Leonora Carrington, Les Distractions de Dagobert, 1945.

Born in England, formed as a surrealist in Paris, residing in Mexico since 1942, Leonora Carrington had her first solo exhibition in New York in 1948. It was held at the Pierre Matisse Gallery, arranged by her patron, Edward James, an eccentric English collector who also championed the work of Salvador Dalí. The works Carrington created in this show are considered to be among the best of her long career (she died at the age of 94 in 2011). Among them is Les Distractions de Dagobert (1945), an exquisitely detailed, extravagantly imagined composition that seems to channel Hieronymus Bosch, fairytales, occultism, and the personal dreamworld of its creator. This magisterial work set the auction record for the artist at Sotheby’s New York on May 15, 2024, when it sold for $28.3 million against an estimate of $12–18 million.
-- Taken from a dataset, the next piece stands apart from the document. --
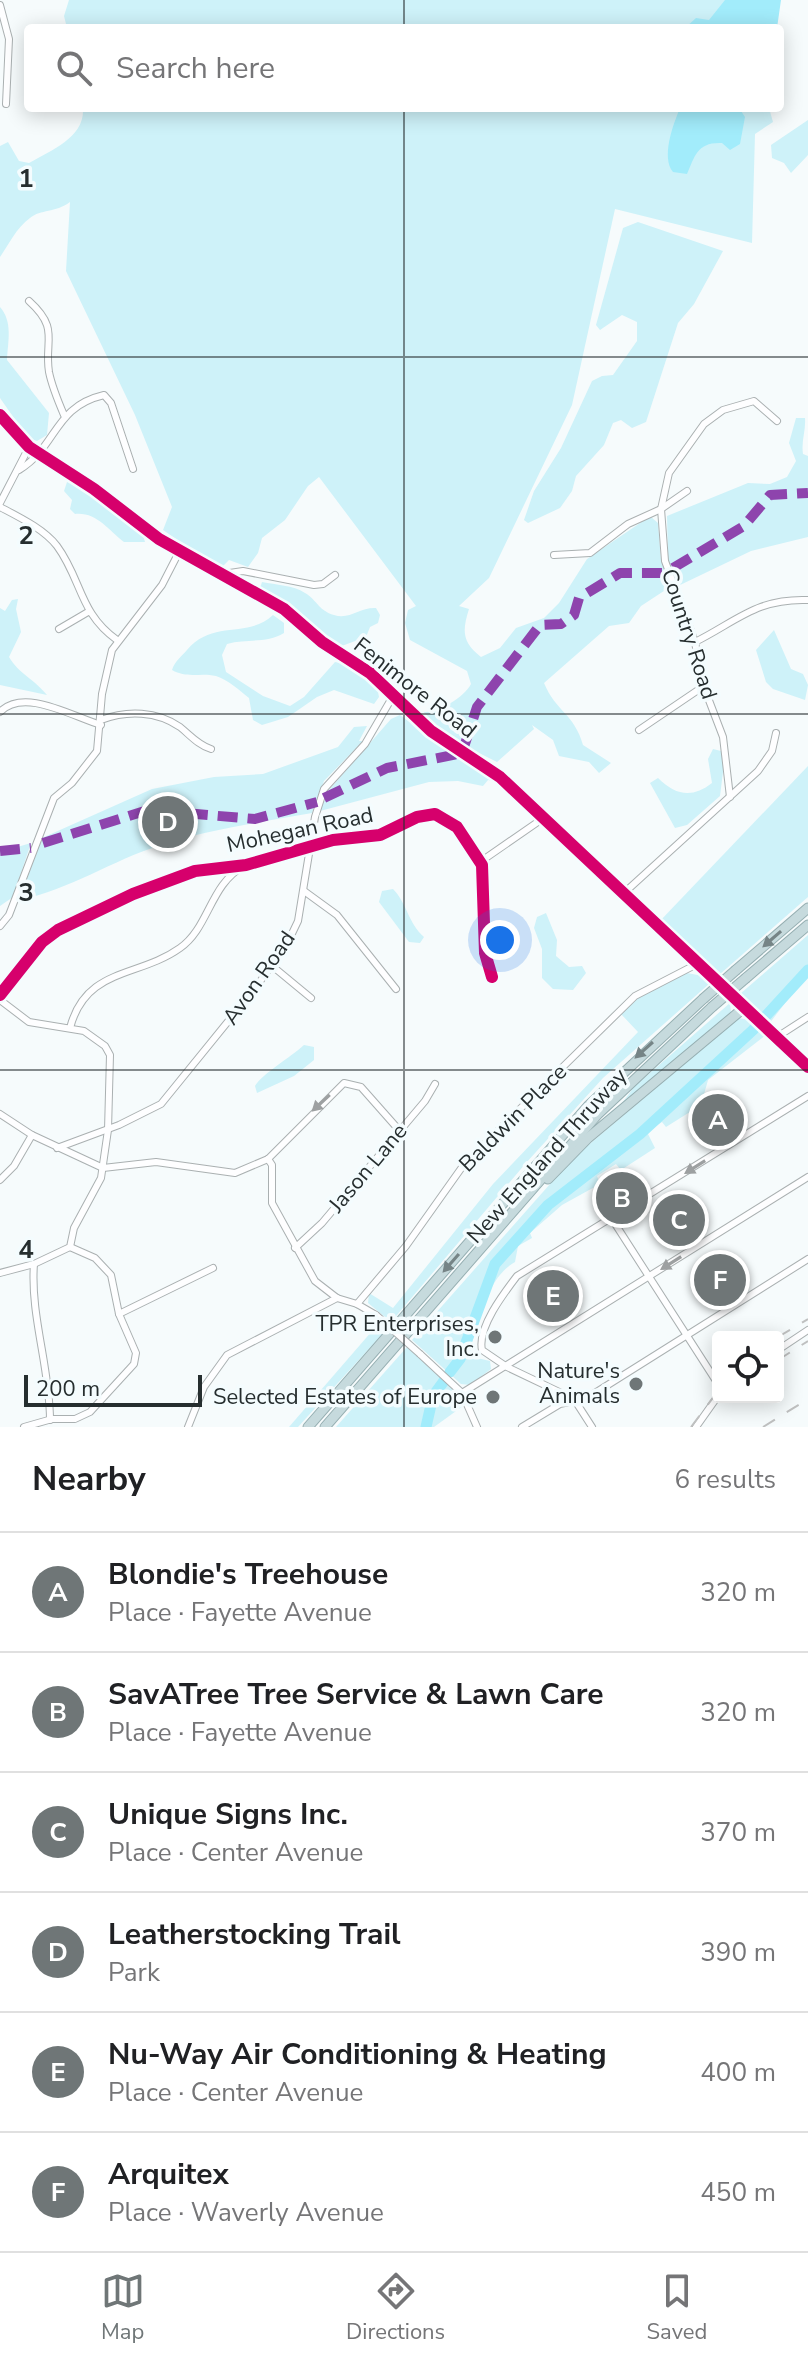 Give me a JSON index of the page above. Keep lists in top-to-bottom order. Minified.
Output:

The titular Dagobert, red-robed and white-bearded, rides a chariot with an equine figurehead, pulled on a cord by a small blue gowned person. Around them, fantastic scenes open out in multiple spaces, with creatures half-plant, half-animal cavorting amid glowing fires burning—evidently the distractions referred to in the title. The iridescent colors and sharpness of detail are enabled by egg tempera, a challenging medium used in the Renaissance and rediscovered by a number of mid-20th century figurative painters. Of Carrington’s works, Edward James said that they “are not merely painted, they are brewed. They sometimes seem to have materialized in a cauldron at the stroke of midnight.” And yet, while avidly pursuing the surrealist project of “pure psychic automatism”—as André Breton expressed it—she always did so with a great degree of technical refinement and precision.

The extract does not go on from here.